En sachant cela, que puis-je faire? Comment puis-je donner à mes organes et à mon système interne l’information génétique nécessaire afin de développer l’indépendance, la force immunitaire et l’intelligence pour combattre sans l’aide d’antibiotiques? Comment puis-je avoir un système reproducteur sain et évolué? Considérant que je suis le reflet de mon environnement, il suffit de soumettre mon organisme aux qualités recherchées ; consommer des aliments indépendants à forte résilience, éviter les fruits sans organes reproducteurs et ingérer la vie, dans toute sa splendeur et son autonomie. Rien au monde ne peut aller au delà du spectre nutritif des aliments sauvages.
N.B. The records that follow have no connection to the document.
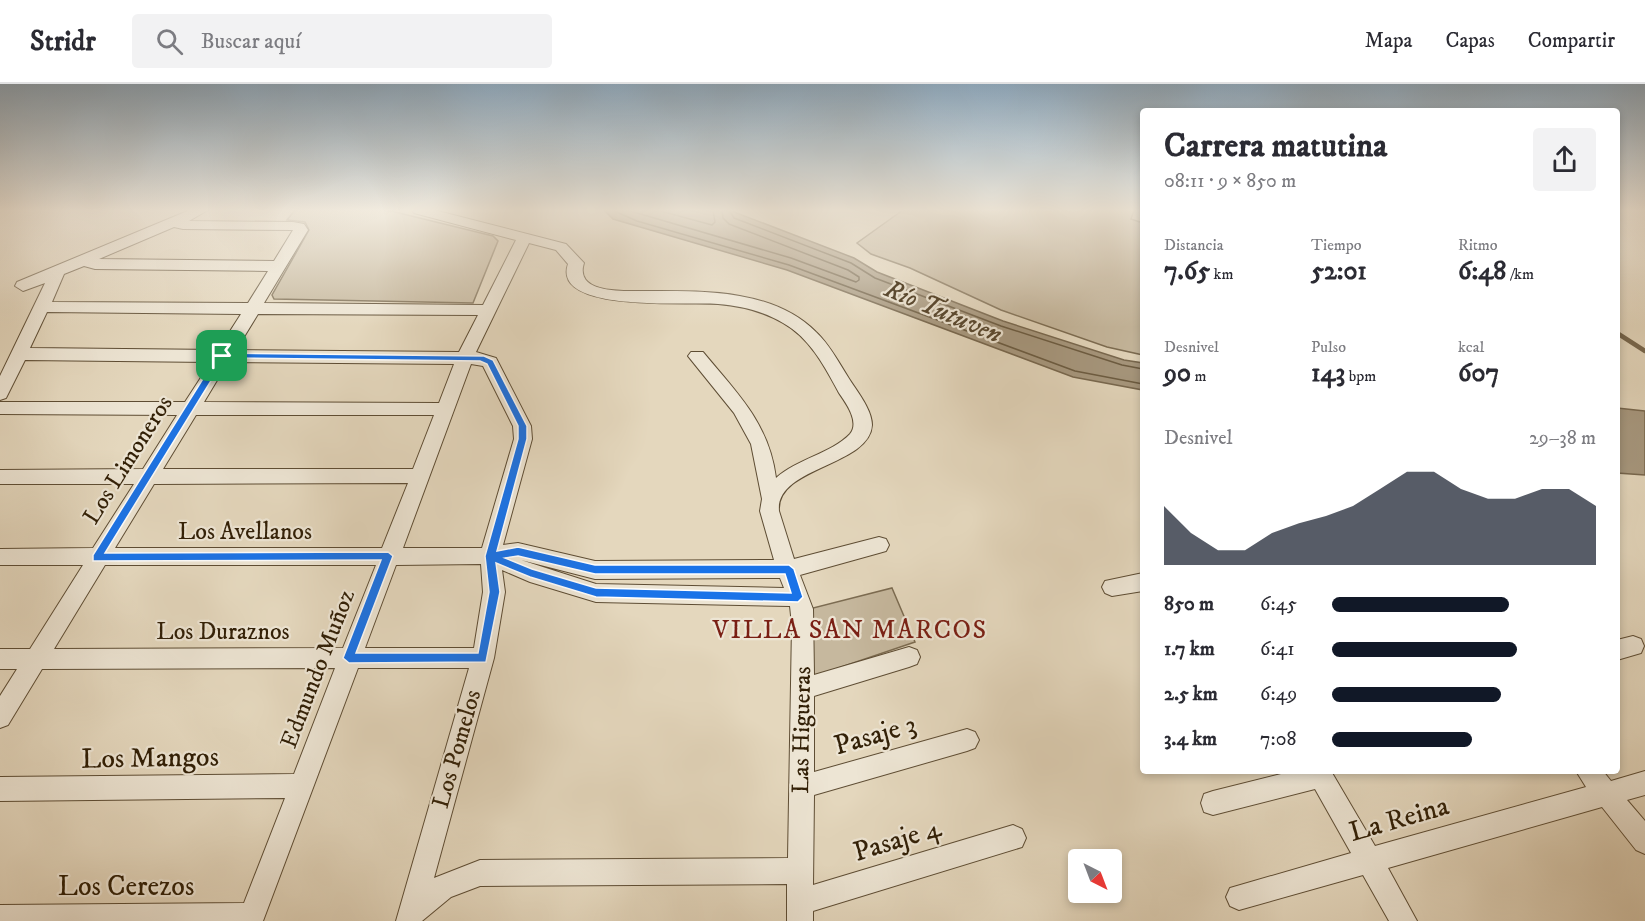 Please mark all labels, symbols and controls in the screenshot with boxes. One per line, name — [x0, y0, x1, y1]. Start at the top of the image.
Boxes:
search box — [132, 14, 552, 68]
text: Stridr — [30, 24, 96, 59]
icon: search — [153, 25, 186, 58]
text: Buscar aquí — [201, 28, 301, 55]
text: Mapa — [1365, 28, 1412, 54]
text: Capas — [1445, 28, 1495, 54]
text: Compartir — [1528, 28, 1615, 54]
text: Carrera matutina — [1164, 126, 1387, 167]
button: share — [1533, 128, 1596, 191]
text: 08:11 · 9 × 850 m — [1164, 169, 1296, 194]
text: Distancia — [1164, 235, 1223, 255]
text: Tiempo — [1311, 235, 1362, 255]
text: Ritmo — [1458, 235, 1498, 255]
text: 7.65 — [1164, 255, 1210, 288]
text: 52:01 — [1311, 255, 1367, 288]
text: 6:48 — [1458, 255, 1506, 288]
text: km — [1210, 264, 1234, 284]
text: /km — [1506, 264, 1534, 284]
water label: Río Tutuven — [879, 272, 1007, 351]
pin — [196, 330, 247, 381]
text: Desnivel — [1164, 337, 1219, 357]
text: Pulso — [1311, 337, 1346, 357]
text: kcal — [1458, 337, 1484, 357]
icon: arrive — [205, 339, 238, 372]
text: 90 — [1164, 357, 1191, 390]
text: 143 — [1311, 357, 1345, 390]
text: 607 — [1458, 357, 1499, 390]
text: m — [1191, 366, 1206, 386]
text: bpm — [1345, 366, 1376, 386]
street label: Los Limoneros — [77, 390, 179, 530]
text: Desnivel — [1164, 426, 1233, 451]
text: 29–38 m — [1529, 426, 1596, 451]
street label: Los Avellanos — [178, 517, 312, 547]
street label: Edmundo Muñoz — [274, 585, 362, 753]
text: 850 m — [1164, 592, 1214, 617]
text: 6:45 — [1260, 592, 1297, 617]
district label: VILLA SAN MARCOS — [711, 614, 988, 647]
street label: Los Duraznos — [156, 617, 290, 647]
text: 1.7 km — [1164, 637, 1215, 662]
text: 6:41 — [1260, 637, 1294, 662]
street label: Las Higueras — [786, 666, 818, 794]
text: 2.5 km — [1164, 682, 1218, 707]
text: 6:49 — [1260, 682, 1297, 707]
street label: Los Pomelos — [426, 686, 488, 812]
street label: Pasaje 3 — [830, 707, 920, 763]
text: 3.4 km — [1164, 727, 1217, 752]
text: 7:08 — [1260, 727, 1297, 752]
street label: Los Mangos — [81, 739, 219, 777]
street label: La Reina — [1345, 788, 1453, 850]
street label: Pasaje 4 — [849, 810, 946, 870]
north arrow — [1068, 849, 1122, 903]
map controls — [1068, 849, 1122, 903]
street label: Los Cerezos — [58, 869, 194, 904]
Tous les livres que je consulte s’entendent sur ce point : la bardane, l’ortie, le sureau, les bleuets, les framboises, la chicoutai, le pollen, les algues, les champignons sauvages, le cresson,  et bien d’autres aliments sauvages conserveront toujours leur titre de champions nutritionnels. Les plantes ont des millions d’années d’expériences ; l’humain, dans ses laboratoires, quelques centaines. La corrélation s’impose et une citation enfantine me trotte dans la tête; je ne peux m’empêcher de l’écrire : «Je suis ce que je mange». Simple et banale,  c’est l’irréfutable vérité d’une citation sur-utilisée. Que dire de plus!

Souvenons-nous, l’évolution est inévitable. Tout organisme apprend à pousser ses limites, devenant constamment meilleur au quotidien. Ainsi, nos enfants sont bien plus doués avec l’informatique et leurs enfants le seront davantage. La stature, l’ossature et la musculation se transmet de génération en génération: j’imagine déjà nos petits enfants naissant avec des doigts habiles pour les claviers, des postérieurs cousinés pour s’asseoir plus longtemps, une difficulté palpable à voir de loin ainsi qu’une maladresse à grimper aux arbres. Nous avons une responsabilité tangible sur notre évolution, voilà du moins, mon humble opinion. Il est donc en notre devoir de choisir nos facteurs évolutifs, de s’entourer et d’ingérer des agents auxquels nous désirons ressembler. Nous sommes, après tout, au service de la vie.

Les champs défilent toujours sous mon hublot, le biscuit intouché repose encore sur mes genoux. Je me demande en riant si je veux lui ressembler.